Airlines underestimate the impact of red-eye or overnight flights on on-time performance and maintenance activity, and ultra low-cost carriers are more likely to fall into this group due to their high aircraft utilisation.
Low-cost carrier Spirit Airlines, which schedules significantly more red-eye flights than its competitors had an average delay of 15.7 minutes in January, says Josh Marks, chief executive of aviation operations data provider masFlight.
Marks was speaking at a panel on airline operations reliability at the MRO Americas conference in Atlanta.
In comparison, Virgin America, which has fewer red-eye flights scheduled, had a average delay time of 1.6 minute for its overnight flights in January.
Airlines "grossly underestimate" the impact of red-eye flights on on-time performance and maintenance activity, says Marks, adding that these carriers find it harder to "catch up" on scheduled maintenance.

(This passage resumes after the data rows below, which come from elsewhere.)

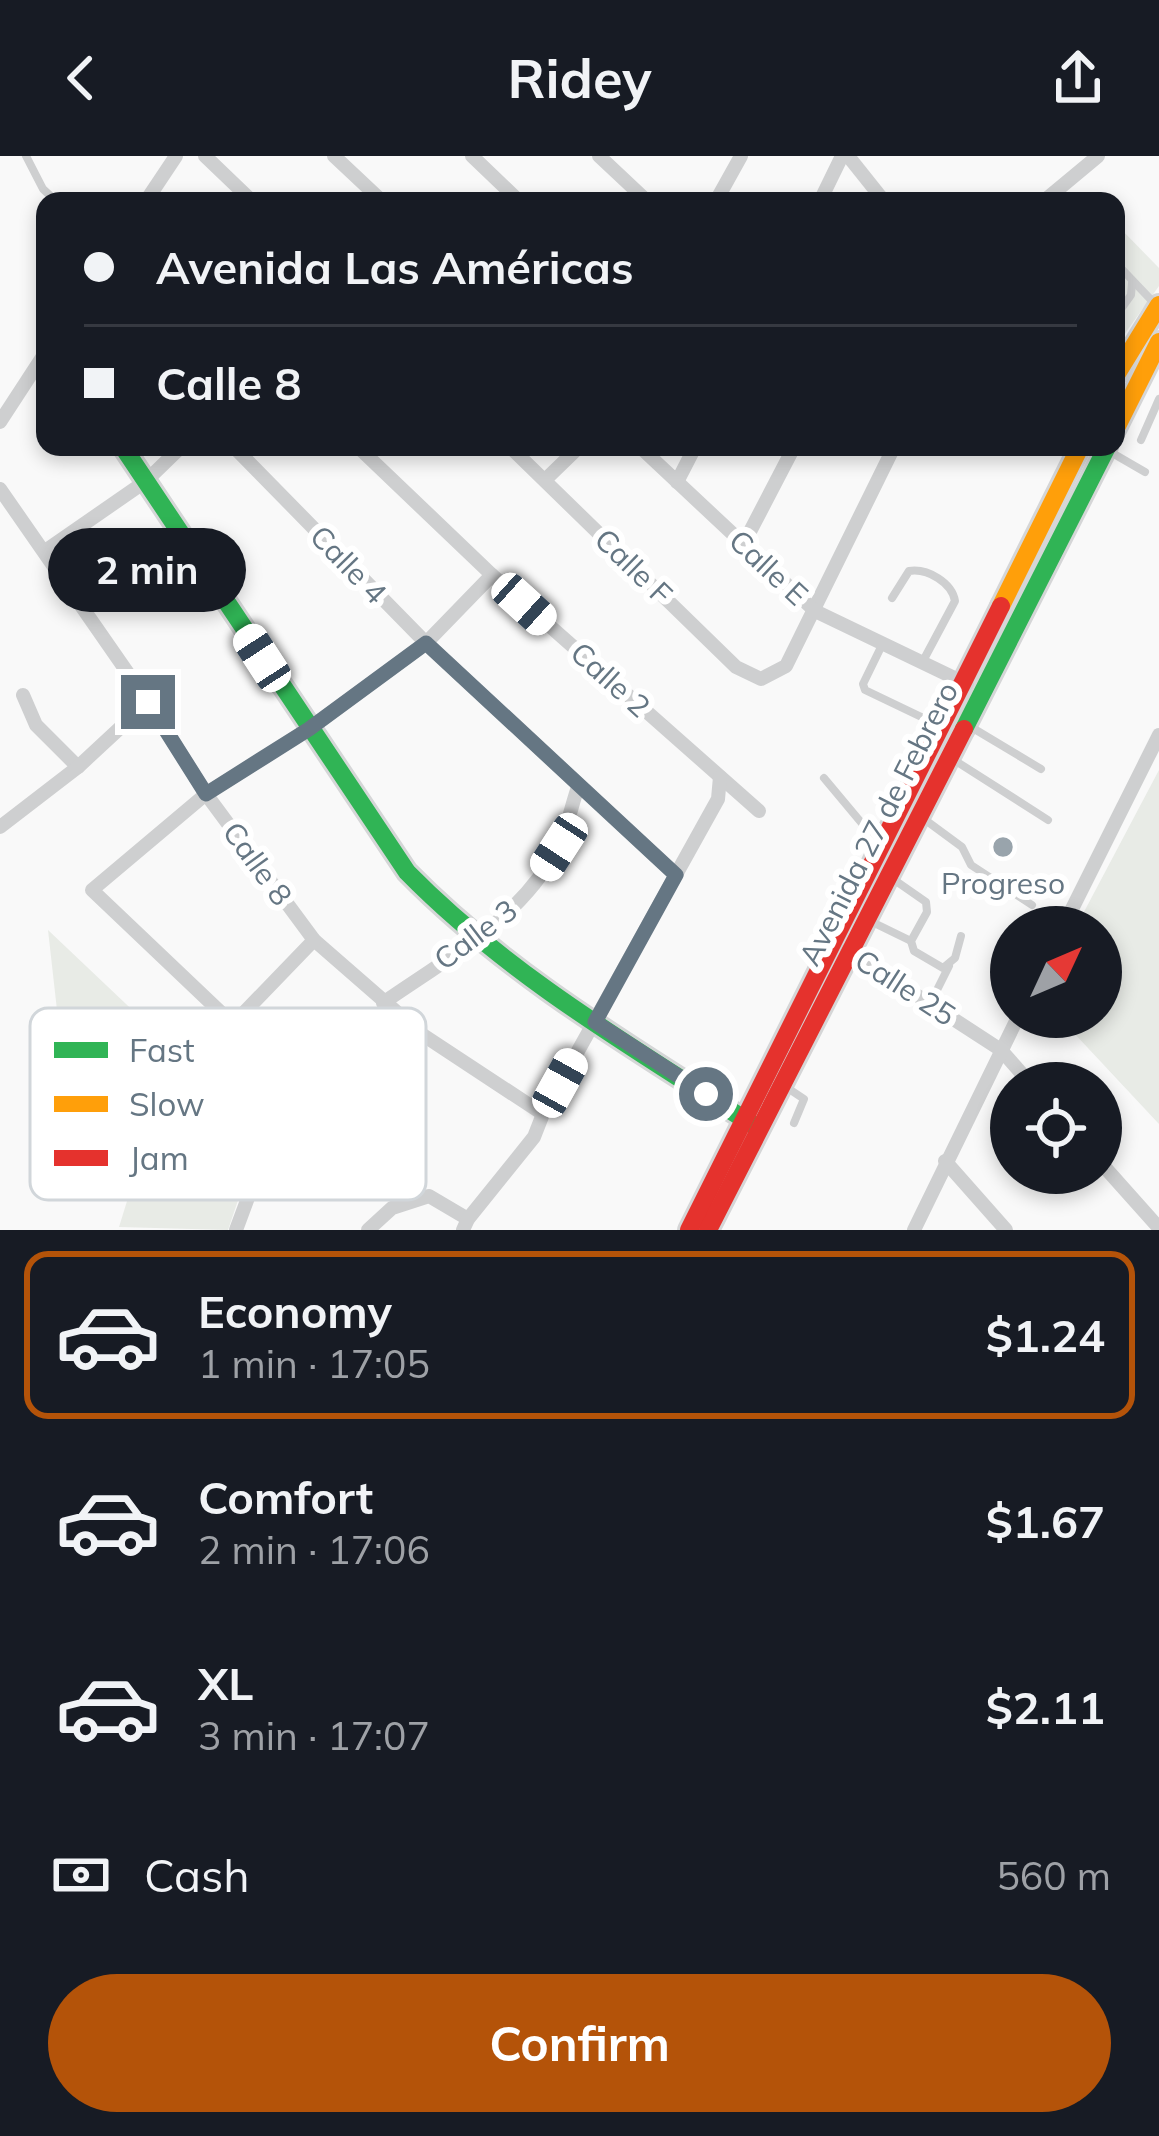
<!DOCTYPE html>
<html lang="en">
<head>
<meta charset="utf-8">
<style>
  :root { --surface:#171b24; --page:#242831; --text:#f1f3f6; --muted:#9ea1a6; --line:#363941; --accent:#b45309 }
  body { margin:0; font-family:Mulish,sans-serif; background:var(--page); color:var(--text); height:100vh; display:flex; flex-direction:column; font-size:45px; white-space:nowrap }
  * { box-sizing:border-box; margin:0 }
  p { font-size:39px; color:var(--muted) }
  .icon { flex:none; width:66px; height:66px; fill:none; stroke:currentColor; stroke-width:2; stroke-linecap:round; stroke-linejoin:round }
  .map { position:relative; height:1074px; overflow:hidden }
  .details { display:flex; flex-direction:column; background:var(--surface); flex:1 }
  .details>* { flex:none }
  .top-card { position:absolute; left:36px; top:36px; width:1089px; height:264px; border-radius:24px; box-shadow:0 6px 18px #0003; display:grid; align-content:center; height:264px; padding:0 48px; background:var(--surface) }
  .needle { width:78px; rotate:46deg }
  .fabs { position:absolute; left:990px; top:750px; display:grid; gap:24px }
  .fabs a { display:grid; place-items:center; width:132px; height:132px; border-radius:50%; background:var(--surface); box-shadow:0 6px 18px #0003; font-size:60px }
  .end { position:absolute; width:54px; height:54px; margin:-27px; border:15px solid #657683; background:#fff; box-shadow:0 0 0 6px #fff }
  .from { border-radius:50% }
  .bubble { position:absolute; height:84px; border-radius:42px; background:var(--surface); box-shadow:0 6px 18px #0003; font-size:39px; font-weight:700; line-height:84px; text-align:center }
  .car { position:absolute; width:36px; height:72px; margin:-36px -18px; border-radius:15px; box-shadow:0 0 9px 3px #0007; background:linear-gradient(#fff 24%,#345 0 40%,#fff 0 76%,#345 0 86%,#fff 0) }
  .top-card b { display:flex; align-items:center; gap:42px; height:114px; font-size:45px }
  .top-card b+b { border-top:3px solid var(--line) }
  .top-card i { width:30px; height:30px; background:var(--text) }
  ul { padding:21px 0 0; list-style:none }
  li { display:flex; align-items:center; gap:36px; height:168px; margin:0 24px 18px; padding:0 24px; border:6px solid transparent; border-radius:24px }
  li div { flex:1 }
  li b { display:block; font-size:45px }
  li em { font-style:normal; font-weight:700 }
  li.active { border-color:var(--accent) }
  li>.icon { width:108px; height:108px; stroke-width:1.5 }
  .pay { display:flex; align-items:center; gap:30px; height:132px; padding:0 48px; font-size:45px }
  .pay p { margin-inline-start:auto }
  .primary-button { display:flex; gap:24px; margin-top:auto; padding:24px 48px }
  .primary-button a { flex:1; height:138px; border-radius:72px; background:var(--accent); color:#fff; font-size:48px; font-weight:700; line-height:138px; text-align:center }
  header { display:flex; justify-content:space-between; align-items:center; height:156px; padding:0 48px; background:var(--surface); font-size:54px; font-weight:700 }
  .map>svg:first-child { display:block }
  .green { fill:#e8ebe6 }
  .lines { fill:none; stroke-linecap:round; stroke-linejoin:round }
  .fast-casing { stroke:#d5d6d7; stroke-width:24 }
  .slow-casing { stroke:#d5d6d7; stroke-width:24 }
  .jam-casing { stroke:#d5d6d7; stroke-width:24 }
  .lane { stroke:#cecfd0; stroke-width:8 }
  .street { stroke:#cecfd0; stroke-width:14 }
  .fast { stroke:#30b455; stroke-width:18 }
  .slow { stroke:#ff9f0a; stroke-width:18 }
  .jam { stroke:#e5322d; stroke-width:18 }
  .route { stroke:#657683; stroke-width:15 }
  .poi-dot { fill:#99a4ac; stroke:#fff; stroke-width:4.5 }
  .labels { text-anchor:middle; stroke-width:12; stroke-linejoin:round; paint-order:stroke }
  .street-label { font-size:30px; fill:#657683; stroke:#fff }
  .poi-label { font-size:30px; fill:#657683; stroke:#fff }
  .key { fill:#fff; stroke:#d1d6da; stroke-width:3 }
  .key-label { font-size:33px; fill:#657683 }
</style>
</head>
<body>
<header><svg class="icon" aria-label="back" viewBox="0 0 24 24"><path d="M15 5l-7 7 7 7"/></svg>Ridey<svg class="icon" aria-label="share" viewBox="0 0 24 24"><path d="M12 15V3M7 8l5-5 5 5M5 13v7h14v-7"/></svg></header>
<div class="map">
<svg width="1159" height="1074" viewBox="0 0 1159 1074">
  <rect width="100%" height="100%" fill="#f9f9f9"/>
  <g class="green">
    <polygon points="1116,68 1159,112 1159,130 1116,190"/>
    <polygon points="1159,614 1159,968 1059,861 1101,861 1101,771 1076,771"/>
    <polygon points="48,774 261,976 228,1074 119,1071 132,1029 127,966 59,872"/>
  </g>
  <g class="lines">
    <g class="fast-casing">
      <g id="fast">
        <path d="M123 291 407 716C508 819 632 891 753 969"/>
        <polyline points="964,573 1107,291"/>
      </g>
    </g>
    <g class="slow-casing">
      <g id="slow">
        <polyline points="1116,219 1159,149"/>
        <polyline points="1116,272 1159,186"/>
        <polyline points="1001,450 1080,291"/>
      </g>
    </g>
    <g class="jam-casing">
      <g id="jam">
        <polyline points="689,1074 1001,450"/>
        <polyline points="708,1074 964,573"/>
      </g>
    </g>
    <g class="lane">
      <polyline points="26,0 43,33 56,45"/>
      <polyline points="1116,107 1156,149"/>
      <polyline points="1116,160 1131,139 1132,127"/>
      <polyline points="1141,284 1159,243"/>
      <polyline points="1107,294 1145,316"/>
      <path d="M892 442 909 415C928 412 952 427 955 445L923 505"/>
      <polyline points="882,489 863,528 865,534 936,568"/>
      <polyline points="966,568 1041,613"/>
      <polyline points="954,604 1048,664"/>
      <polyline points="824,622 880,689"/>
      <polyline points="924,663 962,691 971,709 1032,749"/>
      <polyline points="893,723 926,746 927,756 911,785 914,795 943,812 955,802 961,780"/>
      <polyline points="870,765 911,785"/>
      <polyline points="930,848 949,810"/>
      <polyline points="786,931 804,943 794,967"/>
    </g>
    <g class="street">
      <polyline points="205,0 252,45"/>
      <polyline points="334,0 382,45"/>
      <polyline points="472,0 519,45"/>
      <polyline points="599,0 647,45"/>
      <polyline points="848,0 884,45"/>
      <polyline points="146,45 176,0"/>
      <polyline points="716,45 741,0"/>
      <polyline points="820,45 842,0"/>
      <polyline points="1044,45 1098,0"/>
      <polyline points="0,266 45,197"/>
      <polyline points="234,291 426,487 676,719"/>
      <polyline points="358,291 492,419 759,655"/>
      <polyline points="510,291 736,511 761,523 786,510 894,291"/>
      <polyline points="640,291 815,455 967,528"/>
      <polyline points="545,324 579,291"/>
      <polyline points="677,326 695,291"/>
      <polyline points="0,333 148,546 206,638 314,784 423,879 543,958"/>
      <polyline points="743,389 794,291"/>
      <polyline points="45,395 146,325 181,291"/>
      <polyline points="23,539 36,569 78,611"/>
      <polyline points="0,671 78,611 148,546"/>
      <polyline points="1063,771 1159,579"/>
      <polyline points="314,784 233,868 92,734 206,638 309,573 426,487 492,419"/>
      <polyline points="847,794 1001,894 1030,927"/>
      <path d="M383 847C446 803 521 763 557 693 567 674 571 651 578 631"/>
      <polyline points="945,1005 1006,1074"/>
      <polyline points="1101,1007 1159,1072"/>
      <polyline points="236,1074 268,988"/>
      <polyline points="368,1074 392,1052 429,1040 468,1063"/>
      <polyline points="463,1074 468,1063 534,981 543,958 718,643 720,621"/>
      <polyline points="914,1074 1018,861"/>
    </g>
    <use href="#fast" class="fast"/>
    <use href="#slow" class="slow"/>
    <use href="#jam" class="jam"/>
  </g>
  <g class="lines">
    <polyline class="route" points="148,546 206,638 309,573 426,487 676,719 595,866 706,938"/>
  </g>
  <circle class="poi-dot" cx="1003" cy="691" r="12"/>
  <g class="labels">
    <g class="street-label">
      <text transform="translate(348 409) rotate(46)" y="10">Calle 4</text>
      <text transform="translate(633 411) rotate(44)" y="10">Calle F</text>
      <text transform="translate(768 412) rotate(43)" y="10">Calle E</text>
      <text transform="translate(610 524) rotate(42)" y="10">Calle 2</text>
      <text transform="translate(879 668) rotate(-63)" y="10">Avenida 27 de Febrero</text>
      <text transform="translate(257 708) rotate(54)" y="10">Calle 8</text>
      <text transform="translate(476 779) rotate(-37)" y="10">Calle 3</text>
      <text transform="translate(905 832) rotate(33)" y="10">Calle 25</text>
    </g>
    <g class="poi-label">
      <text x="1003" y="738">Progreso</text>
    </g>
  </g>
  <rect x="30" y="852" width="396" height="192" rx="18" class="key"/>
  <rect x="54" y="886" width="54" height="16" fill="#30b455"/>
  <rect x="54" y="940" width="54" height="16" fill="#ff9f0a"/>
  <rect x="54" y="994" width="54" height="16" fill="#e5322d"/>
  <g class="key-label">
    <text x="129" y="906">Fast</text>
    <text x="129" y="960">Slow</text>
    <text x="129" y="1014">Jam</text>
  </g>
</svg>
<div class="fabs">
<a><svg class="needle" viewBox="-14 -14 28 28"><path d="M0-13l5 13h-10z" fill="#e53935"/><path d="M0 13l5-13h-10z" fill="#9ea1a6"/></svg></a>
<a><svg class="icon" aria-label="locate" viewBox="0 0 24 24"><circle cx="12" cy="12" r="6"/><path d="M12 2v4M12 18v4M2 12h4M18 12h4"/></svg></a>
</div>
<i class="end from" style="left:706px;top:938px"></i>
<i class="end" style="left:148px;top:546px"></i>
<div class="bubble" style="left:48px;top:372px;width:198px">2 min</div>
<i class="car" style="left:524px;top:448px;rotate:132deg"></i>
<i class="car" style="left:262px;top:502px;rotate:327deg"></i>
<i class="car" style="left:559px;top:691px;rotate:213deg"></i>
<i class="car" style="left:560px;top:927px;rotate:29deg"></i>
<div class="top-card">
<b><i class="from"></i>Avenida Las Américas</b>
<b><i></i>Calle 8</b>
</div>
</div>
<section class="details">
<ul>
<li class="active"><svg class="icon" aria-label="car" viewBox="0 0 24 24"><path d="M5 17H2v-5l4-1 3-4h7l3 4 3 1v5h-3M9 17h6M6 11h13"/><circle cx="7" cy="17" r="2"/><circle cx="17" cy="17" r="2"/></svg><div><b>Economy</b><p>1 min · 17:05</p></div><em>$1.24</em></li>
<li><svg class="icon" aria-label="car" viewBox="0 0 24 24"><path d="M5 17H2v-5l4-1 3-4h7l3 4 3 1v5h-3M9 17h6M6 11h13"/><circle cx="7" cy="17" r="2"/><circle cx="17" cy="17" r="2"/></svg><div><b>Comfort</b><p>2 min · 17:06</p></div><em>$1.67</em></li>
<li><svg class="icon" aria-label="car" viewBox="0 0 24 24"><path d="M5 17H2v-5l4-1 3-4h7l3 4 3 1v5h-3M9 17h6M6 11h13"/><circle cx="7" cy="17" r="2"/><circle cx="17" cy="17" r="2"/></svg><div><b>XL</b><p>3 min · 17:07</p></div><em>$2.11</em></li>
</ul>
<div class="pay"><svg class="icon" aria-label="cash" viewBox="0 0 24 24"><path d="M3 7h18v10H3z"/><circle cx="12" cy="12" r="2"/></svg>Cash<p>560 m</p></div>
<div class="primary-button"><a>Confirm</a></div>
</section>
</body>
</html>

Carriers which want to mitigate the impact of red-eye flights can build in additional gate time at airports, or cut down on red-eye flights. Southwest, for example, have tight aircraft turn times but it does not operate red-eye flights which allows it to absorb any flight delays, points out Marks.
Low-cost carriers like Spirit that have a high daily aircraft utilisation rate tend to suffer in their overall on-time performance. Spirit had 12.1 hours of daily aircraft utilisation in January 2013, the highest among its low-cost counterparts, points out Marks. However, the carrier had the lowest on-time performance of 72.7% during the month, he adds.